A mi juicio, lo mismo que pasa o pasaba con la letra de los médicos ocurre con algunos famosos y famosas: están muy a la vista, quizás demasiado. Su exceso de visibilidad es inevitable; te los encuentras en cada esquina mediática. Suelen pertenecer a campos muy variados (las artes del espectáculo –sobre todo el cine, el teatro o la música–, los medios de comunicación, la moda, internet, el deporte, los negocios y las diversas personas o personajes que pueblan el papel cuché de muchas de nuestras revistas más “sociales”).
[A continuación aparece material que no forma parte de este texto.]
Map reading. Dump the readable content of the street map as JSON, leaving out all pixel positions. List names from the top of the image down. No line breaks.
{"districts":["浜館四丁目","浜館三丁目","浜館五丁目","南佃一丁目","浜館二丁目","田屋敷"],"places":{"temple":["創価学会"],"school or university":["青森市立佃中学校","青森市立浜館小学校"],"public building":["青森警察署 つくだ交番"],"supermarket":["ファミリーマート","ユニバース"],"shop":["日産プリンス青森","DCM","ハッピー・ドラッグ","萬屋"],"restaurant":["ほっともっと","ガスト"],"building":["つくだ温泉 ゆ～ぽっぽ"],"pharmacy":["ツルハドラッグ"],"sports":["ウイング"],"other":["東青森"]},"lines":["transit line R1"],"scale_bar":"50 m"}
Se les ve mucho por sus actividades principales —en las que han destacado de alguna forma—, pero otras veces, cuando muestran sus opiniones como ciudadanos de a pie, disfrutan de esa misma presencia pública de forma desproporcionada; se produce un abuso mediático cuando sus ideas son tan interesantes, o tan poco, como las de cualquier otro común de los mortales, como las del que aquí mismo escribe. La diferencia entre unos y otros consiste en la presencia exhaustiva, invasiva, en la pantalla y el altavoz, en el volumen y el eco con que se les ve y escucha en esto que ahora llamamos economía de la atención y que tanto dinero genera.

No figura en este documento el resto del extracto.